[Saved data entries]
══════

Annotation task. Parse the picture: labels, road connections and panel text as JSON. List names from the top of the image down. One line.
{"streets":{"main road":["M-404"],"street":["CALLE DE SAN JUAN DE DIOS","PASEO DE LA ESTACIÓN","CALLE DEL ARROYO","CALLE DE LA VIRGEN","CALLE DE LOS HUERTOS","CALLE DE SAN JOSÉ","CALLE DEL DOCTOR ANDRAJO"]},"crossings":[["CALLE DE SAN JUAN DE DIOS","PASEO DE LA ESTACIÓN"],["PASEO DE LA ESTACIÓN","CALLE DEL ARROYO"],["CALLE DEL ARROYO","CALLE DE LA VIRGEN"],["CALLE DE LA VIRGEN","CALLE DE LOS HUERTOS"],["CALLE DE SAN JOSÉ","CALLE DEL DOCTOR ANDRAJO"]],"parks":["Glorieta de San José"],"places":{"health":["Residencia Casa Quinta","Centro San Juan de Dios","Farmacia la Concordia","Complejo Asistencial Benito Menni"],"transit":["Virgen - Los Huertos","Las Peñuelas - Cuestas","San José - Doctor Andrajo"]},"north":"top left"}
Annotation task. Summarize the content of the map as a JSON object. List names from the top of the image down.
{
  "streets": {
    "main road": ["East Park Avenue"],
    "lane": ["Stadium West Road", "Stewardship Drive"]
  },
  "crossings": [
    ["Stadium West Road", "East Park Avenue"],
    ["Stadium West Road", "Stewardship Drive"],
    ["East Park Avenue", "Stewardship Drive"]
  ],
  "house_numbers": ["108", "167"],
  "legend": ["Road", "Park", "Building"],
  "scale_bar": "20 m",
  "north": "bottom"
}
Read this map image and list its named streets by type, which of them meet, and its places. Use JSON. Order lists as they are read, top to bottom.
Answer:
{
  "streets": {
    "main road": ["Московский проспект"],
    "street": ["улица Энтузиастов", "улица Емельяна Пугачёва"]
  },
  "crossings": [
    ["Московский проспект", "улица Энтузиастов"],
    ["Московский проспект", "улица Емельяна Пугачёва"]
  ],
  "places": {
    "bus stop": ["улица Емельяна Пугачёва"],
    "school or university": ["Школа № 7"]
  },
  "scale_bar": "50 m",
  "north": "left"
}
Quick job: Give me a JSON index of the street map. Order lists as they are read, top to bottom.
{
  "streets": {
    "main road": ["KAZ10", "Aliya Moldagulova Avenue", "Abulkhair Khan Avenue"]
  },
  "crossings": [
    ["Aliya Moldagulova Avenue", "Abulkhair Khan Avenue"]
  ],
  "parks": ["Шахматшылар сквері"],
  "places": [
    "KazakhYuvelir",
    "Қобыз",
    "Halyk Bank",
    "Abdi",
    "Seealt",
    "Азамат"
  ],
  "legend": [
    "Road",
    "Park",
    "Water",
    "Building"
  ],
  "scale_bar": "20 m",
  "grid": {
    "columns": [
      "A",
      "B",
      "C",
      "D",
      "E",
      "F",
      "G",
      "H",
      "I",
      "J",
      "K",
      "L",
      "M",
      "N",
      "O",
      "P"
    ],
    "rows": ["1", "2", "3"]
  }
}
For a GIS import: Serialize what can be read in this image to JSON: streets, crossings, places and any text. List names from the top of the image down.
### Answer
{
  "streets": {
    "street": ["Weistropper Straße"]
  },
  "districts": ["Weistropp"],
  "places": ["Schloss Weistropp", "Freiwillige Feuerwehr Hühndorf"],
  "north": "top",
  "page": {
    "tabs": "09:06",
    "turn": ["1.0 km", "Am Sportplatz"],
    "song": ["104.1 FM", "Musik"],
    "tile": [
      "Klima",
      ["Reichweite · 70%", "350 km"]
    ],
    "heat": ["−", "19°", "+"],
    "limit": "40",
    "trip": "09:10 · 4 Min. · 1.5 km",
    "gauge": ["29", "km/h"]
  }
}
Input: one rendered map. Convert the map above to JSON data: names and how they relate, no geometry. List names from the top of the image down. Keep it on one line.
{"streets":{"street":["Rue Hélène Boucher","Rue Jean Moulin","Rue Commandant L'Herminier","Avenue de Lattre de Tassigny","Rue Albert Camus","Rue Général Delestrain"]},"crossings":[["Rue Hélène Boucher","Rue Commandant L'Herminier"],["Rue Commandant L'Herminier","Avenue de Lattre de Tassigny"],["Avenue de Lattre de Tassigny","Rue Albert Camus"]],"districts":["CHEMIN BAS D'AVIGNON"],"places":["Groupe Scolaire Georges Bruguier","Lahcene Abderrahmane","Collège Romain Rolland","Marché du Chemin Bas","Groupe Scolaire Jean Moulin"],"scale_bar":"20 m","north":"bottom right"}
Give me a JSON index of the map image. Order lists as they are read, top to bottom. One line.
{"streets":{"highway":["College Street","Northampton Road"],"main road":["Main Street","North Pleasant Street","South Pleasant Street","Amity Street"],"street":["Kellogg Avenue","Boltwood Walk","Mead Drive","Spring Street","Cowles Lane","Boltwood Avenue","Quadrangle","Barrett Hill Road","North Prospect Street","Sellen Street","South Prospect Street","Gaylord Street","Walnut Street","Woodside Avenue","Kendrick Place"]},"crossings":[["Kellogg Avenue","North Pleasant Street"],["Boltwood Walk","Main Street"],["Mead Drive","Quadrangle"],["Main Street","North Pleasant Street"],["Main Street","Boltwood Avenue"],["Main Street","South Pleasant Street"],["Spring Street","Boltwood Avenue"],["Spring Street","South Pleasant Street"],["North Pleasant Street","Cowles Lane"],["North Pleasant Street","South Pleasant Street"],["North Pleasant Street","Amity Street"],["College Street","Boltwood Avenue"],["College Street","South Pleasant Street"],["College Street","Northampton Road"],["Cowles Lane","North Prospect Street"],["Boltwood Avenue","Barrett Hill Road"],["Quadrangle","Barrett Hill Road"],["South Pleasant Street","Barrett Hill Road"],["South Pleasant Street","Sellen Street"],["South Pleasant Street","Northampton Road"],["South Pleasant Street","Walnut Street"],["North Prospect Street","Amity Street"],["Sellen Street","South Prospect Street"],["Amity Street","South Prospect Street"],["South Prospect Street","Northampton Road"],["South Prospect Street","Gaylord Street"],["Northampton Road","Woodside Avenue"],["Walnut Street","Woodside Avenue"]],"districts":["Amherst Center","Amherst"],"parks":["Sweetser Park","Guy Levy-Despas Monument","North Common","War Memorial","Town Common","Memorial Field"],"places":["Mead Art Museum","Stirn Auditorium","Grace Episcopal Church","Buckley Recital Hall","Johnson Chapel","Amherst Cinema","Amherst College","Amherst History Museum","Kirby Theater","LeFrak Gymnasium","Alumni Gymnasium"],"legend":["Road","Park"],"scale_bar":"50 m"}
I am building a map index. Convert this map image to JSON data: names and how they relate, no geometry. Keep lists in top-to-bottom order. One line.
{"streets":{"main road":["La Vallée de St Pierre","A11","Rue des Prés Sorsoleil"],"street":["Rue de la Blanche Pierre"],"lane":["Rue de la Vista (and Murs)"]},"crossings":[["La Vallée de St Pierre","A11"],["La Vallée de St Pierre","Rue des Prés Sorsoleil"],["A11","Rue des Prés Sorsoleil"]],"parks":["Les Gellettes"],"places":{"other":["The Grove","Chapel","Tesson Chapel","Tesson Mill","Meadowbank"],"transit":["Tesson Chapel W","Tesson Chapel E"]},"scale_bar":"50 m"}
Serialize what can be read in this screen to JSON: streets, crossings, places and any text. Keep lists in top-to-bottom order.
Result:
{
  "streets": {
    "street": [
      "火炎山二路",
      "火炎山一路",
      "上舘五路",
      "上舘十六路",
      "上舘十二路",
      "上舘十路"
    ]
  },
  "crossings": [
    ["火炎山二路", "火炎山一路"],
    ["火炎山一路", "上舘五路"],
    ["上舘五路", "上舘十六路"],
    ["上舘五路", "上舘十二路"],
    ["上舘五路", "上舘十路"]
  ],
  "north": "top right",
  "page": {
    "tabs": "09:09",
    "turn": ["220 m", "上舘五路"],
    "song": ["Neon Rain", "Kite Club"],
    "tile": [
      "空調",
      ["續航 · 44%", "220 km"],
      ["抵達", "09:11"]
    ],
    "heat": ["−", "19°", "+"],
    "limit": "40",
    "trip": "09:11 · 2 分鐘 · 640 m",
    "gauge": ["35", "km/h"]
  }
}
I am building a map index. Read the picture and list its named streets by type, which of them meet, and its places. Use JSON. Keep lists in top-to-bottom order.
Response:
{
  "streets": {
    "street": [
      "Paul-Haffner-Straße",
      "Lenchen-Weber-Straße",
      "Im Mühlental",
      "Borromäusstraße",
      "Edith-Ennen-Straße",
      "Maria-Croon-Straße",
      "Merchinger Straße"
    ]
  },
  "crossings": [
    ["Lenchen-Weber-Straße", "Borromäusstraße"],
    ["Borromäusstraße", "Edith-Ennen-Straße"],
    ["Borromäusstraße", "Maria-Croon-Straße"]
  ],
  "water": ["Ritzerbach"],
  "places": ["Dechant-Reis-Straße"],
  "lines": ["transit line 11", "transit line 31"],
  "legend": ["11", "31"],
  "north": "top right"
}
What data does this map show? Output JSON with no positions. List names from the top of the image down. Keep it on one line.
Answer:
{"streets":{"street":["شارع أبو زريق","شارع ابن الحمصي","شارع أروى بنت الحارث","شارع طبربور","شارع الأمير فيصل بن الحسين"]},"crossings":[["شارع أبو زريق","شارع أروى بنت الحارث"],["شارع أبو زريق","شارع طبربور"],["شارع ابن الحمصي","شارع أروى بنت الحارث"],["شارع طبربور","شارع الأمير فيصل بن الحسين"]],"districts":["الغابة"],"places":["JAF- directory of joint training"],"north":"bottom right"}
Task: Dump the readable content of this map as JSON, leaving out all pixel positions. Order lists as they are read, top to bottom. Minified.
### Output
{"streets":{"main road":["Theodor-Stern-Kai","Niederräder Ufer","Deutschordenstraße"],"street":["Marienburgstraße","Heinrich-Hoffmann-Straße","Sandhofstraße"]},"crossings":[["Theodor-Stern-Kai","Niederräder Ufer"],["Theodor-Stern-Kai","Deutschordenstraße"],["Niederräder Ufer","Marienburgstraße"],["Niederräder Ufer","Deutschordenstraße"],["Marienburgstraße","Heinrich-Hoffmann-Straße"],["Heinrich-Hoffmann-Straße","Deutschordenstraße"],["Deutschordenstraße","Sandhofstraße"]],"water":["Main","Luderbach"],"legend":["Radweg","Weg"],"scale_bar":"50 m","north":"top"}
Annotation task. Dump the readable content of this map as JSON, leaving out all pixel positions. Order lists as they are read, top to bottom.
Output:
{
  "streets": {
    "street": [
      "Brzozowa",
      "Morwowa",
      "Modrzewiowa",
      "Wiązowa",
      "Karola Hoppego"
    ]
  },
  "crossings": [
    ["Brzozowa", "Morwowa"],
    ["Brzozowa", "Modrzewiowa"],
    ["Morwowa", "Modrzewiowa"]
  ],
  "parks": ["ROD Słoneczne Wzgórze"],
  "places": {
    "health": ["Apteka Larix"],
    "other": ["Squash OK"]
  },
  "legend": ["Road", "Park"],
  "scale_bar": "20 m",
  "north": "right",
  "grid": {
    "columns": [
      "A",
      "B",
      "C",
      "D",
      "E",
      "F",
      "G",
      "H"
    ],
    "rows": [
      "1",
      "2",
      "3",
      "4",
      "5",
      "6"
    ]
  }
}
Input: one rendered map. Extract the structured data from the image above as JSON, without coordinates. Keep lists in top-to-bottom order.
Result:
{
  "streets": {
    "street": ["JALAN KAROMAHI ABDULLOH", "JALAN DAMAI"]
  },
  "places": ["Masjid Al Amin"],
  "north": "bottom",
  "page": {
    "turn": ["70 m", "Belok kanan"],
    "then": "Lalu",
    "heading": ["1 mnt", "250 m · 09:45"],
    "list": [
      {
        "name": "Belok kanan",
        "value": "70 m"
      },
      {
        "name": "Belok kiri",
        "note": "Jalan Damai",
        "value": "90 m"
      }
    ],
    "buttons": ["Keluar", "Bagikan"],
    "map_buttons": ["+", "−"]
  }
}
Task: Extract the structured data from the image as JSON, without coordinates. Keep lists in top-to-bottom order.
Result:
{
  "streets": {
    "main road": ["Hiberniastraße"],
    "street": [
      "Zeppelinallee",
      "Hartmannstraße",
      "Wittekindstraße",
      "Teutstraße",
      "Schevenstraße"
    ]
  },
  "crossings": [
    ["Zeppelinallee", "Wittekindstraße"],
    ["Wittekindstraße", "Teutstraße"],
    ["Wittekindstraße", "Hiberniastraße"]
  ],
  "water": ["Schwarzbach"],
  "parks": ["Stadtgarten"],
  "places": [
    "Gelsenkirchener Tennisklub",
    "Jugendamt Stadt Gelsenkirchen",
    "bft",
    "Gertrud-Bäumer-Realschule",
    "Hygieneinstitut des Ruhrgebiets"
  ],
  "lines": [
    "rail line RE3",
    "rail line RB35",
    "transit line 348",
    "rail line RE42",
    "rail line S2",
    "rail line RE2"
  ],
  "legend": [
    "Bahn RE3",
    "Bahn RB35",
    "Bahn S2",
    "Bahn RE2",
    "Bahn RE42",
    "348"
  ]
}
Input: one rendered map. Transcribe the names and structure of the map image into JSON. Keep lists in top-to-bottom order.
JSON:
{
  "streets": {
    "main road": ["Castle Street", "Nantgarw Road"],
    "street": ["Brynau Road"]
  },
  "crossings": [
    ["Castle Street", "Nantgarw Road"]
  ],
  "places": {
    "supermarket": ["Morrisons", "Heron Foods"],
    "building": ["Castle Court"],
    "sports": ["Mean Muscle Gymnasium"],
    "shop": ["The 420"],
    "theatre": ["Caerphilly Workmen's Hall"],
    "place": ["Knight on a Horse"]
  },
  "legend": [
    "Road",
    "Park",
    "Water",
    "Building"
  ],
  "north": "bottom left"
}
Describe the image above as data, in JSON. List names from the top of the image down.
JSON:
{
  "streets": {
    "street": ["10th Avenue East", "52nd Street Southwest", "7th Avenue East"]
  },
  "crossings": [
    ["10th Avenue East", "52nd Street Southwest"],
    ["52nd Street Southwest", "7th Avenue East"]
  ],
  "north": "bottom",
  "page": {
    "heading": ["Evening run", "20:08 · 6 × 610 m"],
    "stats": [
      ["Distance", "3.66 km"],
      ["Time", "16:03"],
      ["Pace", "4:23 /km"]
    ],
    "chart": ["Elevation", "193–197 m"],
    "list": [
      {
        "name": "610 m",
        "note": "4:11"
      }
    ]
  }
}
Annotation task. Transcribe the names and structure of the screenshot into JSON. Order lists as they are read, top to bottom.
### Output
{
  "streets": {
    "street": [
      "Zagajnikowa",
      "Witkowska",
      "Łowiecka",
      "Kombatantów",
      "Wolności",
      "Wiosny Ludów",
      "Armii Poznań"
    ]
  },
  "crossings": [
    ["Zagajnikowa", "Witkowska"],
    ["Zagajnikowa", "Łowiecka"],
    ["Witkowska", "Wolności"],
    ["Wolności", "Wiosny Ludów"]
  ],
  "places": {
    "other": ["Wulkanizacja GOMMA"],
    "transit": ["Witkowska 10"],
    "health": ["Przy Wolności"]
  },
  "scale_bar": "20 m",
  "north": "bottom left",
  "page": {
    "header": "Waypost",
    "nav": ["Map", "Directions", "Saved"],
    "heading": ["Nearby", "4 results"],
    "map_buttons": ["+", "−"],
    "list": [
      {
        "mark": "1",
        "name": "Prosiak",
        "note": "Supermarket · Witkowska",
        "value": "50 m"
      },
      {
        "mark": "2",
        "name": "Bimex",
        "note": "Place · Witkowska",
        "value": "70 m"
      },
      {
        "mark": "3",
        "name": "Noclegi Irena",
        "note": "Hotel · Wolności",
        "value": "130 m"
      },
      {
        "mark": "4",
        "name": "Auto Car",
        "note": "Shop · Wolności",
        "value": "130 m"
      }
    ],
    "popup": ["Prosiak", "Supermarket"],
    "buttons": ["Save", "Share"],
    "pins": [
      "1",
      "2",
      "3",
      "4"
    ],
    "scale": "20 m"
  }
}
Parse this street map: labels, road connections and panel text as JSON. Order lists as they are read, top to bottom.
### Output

══════

■ WHAT YOU SHOULD DO: From the records above, copy every line that includes the word "which".

■ ANSWER TO THIS PROBLEM:
Read this map image and list its named streets by type, which of them meet, and its places. Use JSON. Order lists as they are read, top to bottom.
I am building a map index. Read the picture and list its named streets by type, which of them meet, and its places. Use JSON. Keep lists in top-to-bottom order.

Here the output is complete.